In addition, we have noted increased venous KV2.1, an important player in the HPV response, in FGR ; however, whether altered expression is a cause or effect of disease remains unclear. The lack of an obvious “K+ channelopathy” in FGR suggests the latter is the more likely, but this requires confirmation. Application of KATP channel activators, potent vasodilators
of chorionic plate ABT-263 order arteries and chorionic plate veins, in vessels obtained from pathological pregnancies will be of especial interest. In the pregnancy complication PE (late pregnancy hypertension and proteinuria), adenosine, a nucleoside suggested to modify vascular tone via modified KATP channel function and nitric oxide release, is increased in umbilical venous blood . This may represent a physiological response to maintain a high-flow/low-resistance fetoplacental circulation.

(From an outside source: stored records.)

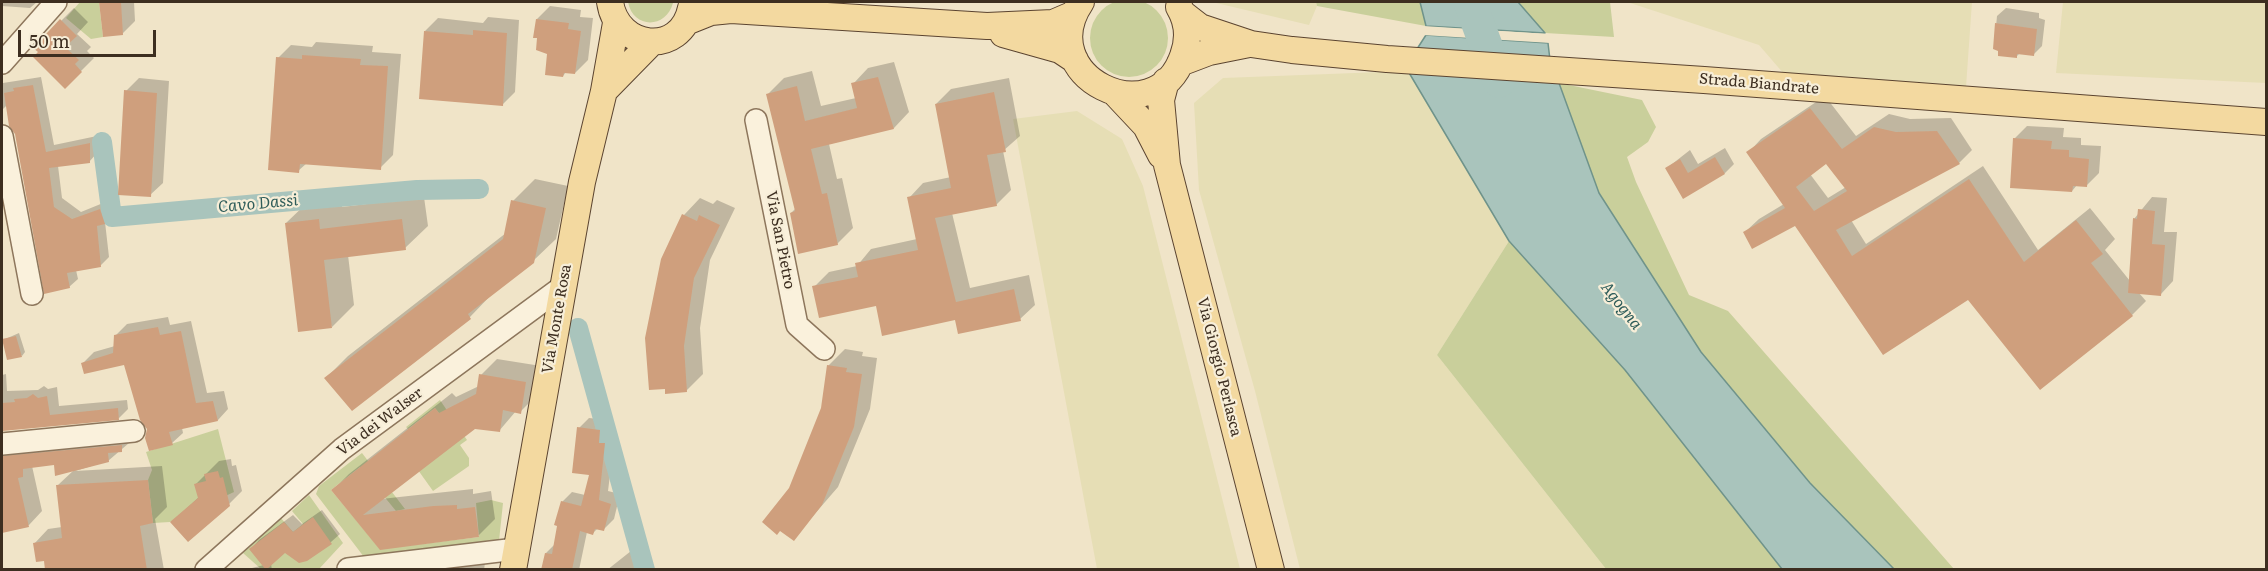 <!DOCTYPE html>
<style>
body{margin:0}
#map{position:relative;width:2268px;height:571px;overflow:hidden;background:#f0e4c8;font-family:Literata,serif}
canvas{display:block}
.frame{position:absolute;inset:0;border:3px solid #3d2e20;pointer-events:none}
.scale{position:absolute;left:18px;top:30px;width:138px;height:27px;box-sizing:border-box;border:3px solid #3d2e20;border-top:0;padding-left:8px;font-size:18px;line-height:21px;white-space:nowrap;color:#3d2e20;-webkit-text-stroke:4px #f7eed8;paint-order:stroke}
</style>
<div id="map">
<canvas width="2268" height="571"></canvas>
<div class="frame"></div>
<div class="scale">50 m</div>
</div>
<script>
const c = document.querySelector('canvas').getContext('2d');
c.lineJoin = 'round';
function fillPath(path, color) {
  c.fillStyle = color;
  c.fill(path, 'evenodd');
}
function strokePath(path, color, width, dash) {
  c.strokeStyle = color;
  c.lineWidth = width;
  c.lineCap = dash ? 'butt' : 'round';
  c.setLineDash(dash || []);
  c.stroke(path);
}
function drawText(font, color, halo, rows, align = 'center') {
  c.font = font + ' Literata,serif';
  c.lineWidth = 4.5;
  c.setLineDash([]);
  c.textBaseline = 'middle';
  c.strokeStyle = halo;
  c.fillStyle = color;
  for (const [text, x, y, turn = 0] of rows) {
    c.save();
    c.translate(x, y);
    c.rotate((+turn || 0) * Math.PI / 180);
    c.textAlign = isNaN(turn) ? turn : align;
    if (halo) c.strokeText(text, 0, 0);
    c.fillText(text, 0, 0);
    c.restore();
  }
}
fillPath(new Path2D(`
 M1212 2H1316L1317 6 1309 25Z
 M1627 2H1972L1966 87 1784 74 1759 45Z
 M2063 2H2266V83L2056 73Z
 M1408 71 1509 241 1437 355 1606 569H1300L1255 391 1199 190 1194 103 1223 78Z
 M1077 111 1122 139 1143 186 1240 569H1097L1013 119Z`), '#e6deb5');
fillPath(new Path2D(`
 M1090 38a39 39 0 1 1 78 0a39 39 0 1 1-78 0Z
 M80 2H99L103 37 91 39 66 18Z
 M628 2H673V3C666 29 633 29 628 2Z
 M1316 2H1420L1426 26 1317 6Z
 M1518 2H1610L1614 37 1545 33Z
 M1559 83 1642 100 1656 127 1648 142 1627 157 1636 182 1689 295 1728 311 1954 569H1894L1810 483 1701 352 1599 193Z
 M1509 241 1625 370 1782 569H1606L1437 355Z
 M440 400 467 440 460 445 469 458V466L433 491 418 470 459 440 435 408 408 429 406 427Z
 M218 429 234 492 170 522 153 523 148 480 152 470 146 452Z
 M362 453 405 509 396 511 360 467 331 490 380 549 479 537 476 503 491 500 503 503 499 541 364 557 316 494 319 486Z
 M309 495 343 543 319 569H261L243 553 233 562 227 558 280 517 293 532 303 524 292 511Z`), '#c9cf9b');
const water = new Path2D(`
 M1420 2H1518L1545 33 1426 26Z
 M1426 35 1548 43 1550 60 1415 52Z
 M1408 71 1559 83 1599 193 1701 352 1810 483 1894 569H1782L1625 370 1509 241Z`);
fillPath(water, '#a9c4bc');
strokePath(water, '#6f938a', 1.5);
fillPath(new Path2D(`
 M1423 27V26L1548 34 1545 36 1426 29Z
 M1427 32 1548 40 1551 43 1423 35Z`), '#f0e4c8');
fillPath(new Path2D(`
 M2 2H37L30 8 2 6Z
 M101 2H134L135 21 122 34 104 35Z
 M550 6 581 10 580 17 593 18 588 60 575 73 566 72 563 76 549 53 537 19Z
 M74 8 88 22 77 34 91 47 87 51 94 58 65 87 35 47Z
 M2006 8 2039 13V18L2045 20 2042 46 2034 54 2020 53 2016 57 1994 48 1997 16Z
 M488 17 519 20 515 92 502 105 425 31 438 18 483 23Z
 M316 42 373 46 372 52 401 54 393 155 380 168 307 163 298 171 278 58 291 45 312 47Z
 M894 62 909 112 894 128 829 144 837 179 842 178 853 228 837 244 791 213 796 208 768 94 784 78 812 71 821 106 856 98 853 84 868 68Z
 M41 77 54 145 97 136V153L89 162 58 166 62 198 81 212 108 201 112 214 105 222 109 257 100 266 76 270 78 279 69 287 7 105 2 110 3 83Z
 M139 78 169 81 163 183 150 195 126 91Z
 M1009 78 1020 136 1003 151 1011 190 996 205 952 213 970 288 1029 275 1035 305 1020 319H956L877 305 814 287 829 272 857 266 871 249 917 239 909 198 923 183 951 177 936 104 951 89Z
 M1825 96 1856 136 1889 114 1910 119 1951 118 1972 150 1959 163 1851 220 1866 244 1983 166 2038 250 2090 208 2115 239 2105 250 2130 281 2134 219 2152 197 2167 198 2164 232H2177L2173 281 2161 294 2139 293 2146 301 2132 315 2041 388 1968 298 1883 353 1796 224 1745 232 1759 219 1784 204 1748 153 1761 139ZM1827 162 1846 187 1828 198 1810 174Z
 M2027 126 2064 128 2063 137 2081 138V145L2101 146 2099 173 2086 186 2077 185 2072 191 2014 139Z
 M1725 148 1734 164 1725 173 1683 197 1667 168 1690 150 1698 164Z
 M535 179 568 186 556 239 533 261 492 294 470 317 352 409 326 378 348 356 506 233 513 201Z
 M341 197 342 207 424 197 428 226 405 248 348 255 354 305 332 327 286 223 309 201Z
 M700 198 713 204 717 200 735 208 710 260 700 328 703 374 686 391 667 392 684 215Z
 M168 317 170 325 191 321 207 393 224 391 228 409 218 420 182 428 183 433 172 443 148 429 125 363H83L94 352 115 346 116 335 127 324Z
 M19 333 25 352 22 356 3 340Z
 M845 349 863 352 862 356 877 358 870 409 838 487 793 539 790 488 822 408 828 366Z
 M497 359 541 366 536 396 520 412 516 411 499 431 474 427 381 499 473 489V494L491 491 495 519 479 535 381 548 333 490 349 474 452 393 456 397 479 386 481 375Z
 M6 374 7 391 38 390 44 386 48 389 57 387 59 406 127 400 128 409 119 418 2 430V375Z
 M589 418 609 420 608 433 615 434 608 491 620 494 614 519 604 529 598 528 593 533 587 532 579 570H543L546 553 555 544 562 502 572 492 585 495 590 474 579 428Z
 M136 437 108 461 75 471 162 466 167 507 155 519 164 570H47L45 559 34 544 48 529 62 527 58 485 74 470 56 464 32 466 42 511 29 525 2 532V453Z
 M231 459 232 466 236 465 242 491 229 504 172 522 199 497 196 484 219 461Z
 M322 510 340 534 331 542 307 560 285 551 271 564 272 570H244L264 565 251 549 259 540 293 515 302 524Z
 M631 551 646 570H607Z
 M486 556 484 570H446L455 560Z`), '#0003');
strokePath(new Path2D(`
 M102 142 112 217 417 190 479 189
 M578 328 645 570`), '#a9c4bc', 20);
strokePath(new Path2D(`
 M1470 2 1499 81`), '#a9c4bc', 33);
fillPath(new Path2D(`
 M99 2H121L123 35 103 37Z
 M60 19 77 36 65 47 79 60 75 64 82 72 65 89 33 57 38 52 33 48Z
 M536 19 569 23 568 29 581 31 575 74 564 73 563 77 545 75 547 54 536 50 537 38H533Z
 M1995 23 2037 29 2034 56 2017 54V58L1998 56V51L1993 49Z
 M473 30 507 33 503 106 419 99 424 31 473 35Z
 M302 55 361 59 360 65 388 66 381 170 300 164 299 173 268 170 276 57 302 59Z
 M878 77 894 129 811 149 822 194 827 193 838 245 798 254 790 213 795 211 766 94 797 86 805 121 857 108 851 83Z
 M33 85 46 152 90 143V163L49 168 54 207 72 219 100 209 105 224 97 226 101 267 67 273 70 288 44 294 15 134 9 126 4 93 14 91 13 88Z
 M124 90 157 93 151 197 118 195Z
 M994 92 1006 152 987 155 997 206 935 218 956 302 1014 289 1021 321 958 334 955 320 882 336 876 306 819 318 812 286 858 277 855 263 918 250 907 197 951 188 935 104Z
 M1810 108 1842 149 1874 127 1896 132 1937 131 1960 164 1836 230 1852 256 1969 179 2024 262 2076 220 2103 254 2091 263 2133 316 2040 390 1968 300 1883 355 1795 226 1752 249 1743 232 1785 208 1746 152ZM1826 164 1847 191 1814 211 1796 187Z
 M2013 138 2052 141 2051 149 2069 150V157L2089 159 2087 187 2073 186 2072 192 2010 188Z
 M1715 157 1725 174 1683 199 1665 168 1680 159 1688 173Z
 M511 200 546 208 534 263 468 314 471 319 352 411 324 378 503 239Z
 M2138 209 2155 211 2152 244 2165 245 2161 296 2128 293 2133 218 2137 219Z
 M682 214 697 221 699 215 720 225 694 278 684 346 687 392 665 394V389L649 390 645 338 661 259Z
 M319 219 320 229 402 219 406 250 324 260 332 328 298 332 285 223Z
 M158 327 160 335 181 331 196 403 213 401 218 421 169 432 173 445 149 451 145 438 147 429 140 420 124 365 84 374 81 363 113 353 114 335Z
 M16 336 22 357 7 360 2 339Z
 M827 365 847 368 846 372 862 374 854 427 822 505 794 541 780 531 777 535 762 522 789 488 821 408Z
 M479 374 526 382 521 414 503 410 500 432 475 429 363 515 433 506 457 505V509L475 507 479 537 380 550 331 490 435 408 439 413 476 394Z
 M33 394 38 398 47 396 50 415 118 408 119 420 2 431V403L15 402 14 399 27 398Z
 M577 427 600 430 599 443H605L599 500 611 504 604 531 595 529 593 535 580 531 572 570H541L545 553 552 554 557 526 554 525 561 501 581 506 589 475 572 473Z
 M122 445V452L108 453 109 462 55 476 54 465 23 469V477L18 478 29 527 2 533V456Z
 M218 471 220 478 223 477 230 506 188 542 170 522 198 498 194 484 206 481 204 474Z
 M148 480 153 523 140 526 147 570H45L44 561 36 562 33 543 62 538 56 485Z
 M313 517 332 544 307 561 299 563 285 553 266 570 249 549 284 522 293 532Z`), '#cf9f7d');
const minor = new Path2D(`
 M2 63 56 2
 M756 120 797 325 824 349
 M2 136 32 294
 M2 444 134 431
 M348 569 516 549
 M206 570 342 449 562 287`);
const major = new Path2D(`
 M610 2C617 50 681 57 691 8
 M1081 2C1031 76 1155 137 1183 56 1189 40 1188 22 1179 7
 M1182 13 1200 27 1251 44 1292 50 1387 59 1704 80 2266 122
 M686 22 711 12 731 10 987 26 1053 23 1074 14
 M1003 34 1060 50 1075 60
 M1180 63 1209 52 1249 44
 M1166 81 1161 100 1167 165 1271 570
 M604 91 652 42
 M1115 93 1146 126 1161 155
 M513 570 582 182 604 91 616 23`);
strokePath(minor, '#8d765c', 24);
strokePath(major, '#5b4430', 28);
strokePath(minor, '#faf1dc', 21);
strokePath(major, '#f3d9a0', 26);
drawText('15px', '#3d2e20', '#f7eed8', [
 ["Strada Biandrate",1759,84,5],
 ["Via San Pietro",780,240,79],
 ["Via Monte Rosa",557,319,-80],
 ["Via Giorgio Perlasca",1219,367,76],
 ["Via dei Walser",380,422,-37]
]);
drawText('italic 16px', '#2f5d5a', '#f7eed8', [
 ["Cavo Dassi",258,204,-5],
 ["Agogna",1621,306,52]
]);
</script>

In placentas from pregnancies complicated by diabetes mellitus , KATP function is also impaired. Unfortunately, the application of KATP channel modulators to stimulate arterial/venous vasodilatation has not been documented selleck in PE, FGR, or diabetes mellitus. A more likely trigger leading to abnormal K+ channel activity in FGR is via production of ROS. ROS regulate K+ channel physiological function [48, 24], and increased ROS generation contributes to systemic cardiovascular pathology (e.g., coronary atherosclerosis) . Mills et al. noted acute/chronic ROS-induced modification of isolated fetoplacental vessel reactivity ; similar processes are therefore apparent in the placenta. It is well known that oxidative stress/ROS are increased in PE/FGR,  and therefore the activity of K+ channels present in
the placental vasculature could be altered by increased ROS; unfortunately this tenet has not been directly assessed. Future placental vascular function studies should focus on: (i) demonstrating whether K+ channels’ responses to applied ROS are altered in pathological samples and; (ii) assessing if exposure to pharmacological and/or dietary antioxidant treatments modifies K+ channel activity. Putative K+ channel modulators application to vessels from PE/FGR placentas would also be extremely informative. In summary, these findings highlight the Idoxuridine need for future studies of placental vascular K+ channels to include data from compromised pregnancies to confirm/negate the role of these channels as the primary pathogenic stimulus. Our knowledge of how human fetoplacental blood flow is controlled is rudimentary compared with our understanding of systemic and pulmonary vascular beds. Local factors such as tissue oxygenation are thought to play key roles. Indeed, HFPV has been suggested but not definitively demonstrated. Inconsistent findings in isolated vessel studies have failed to resolve this controversy. K+ channels are expressed in human fetoplacental vascular tissues.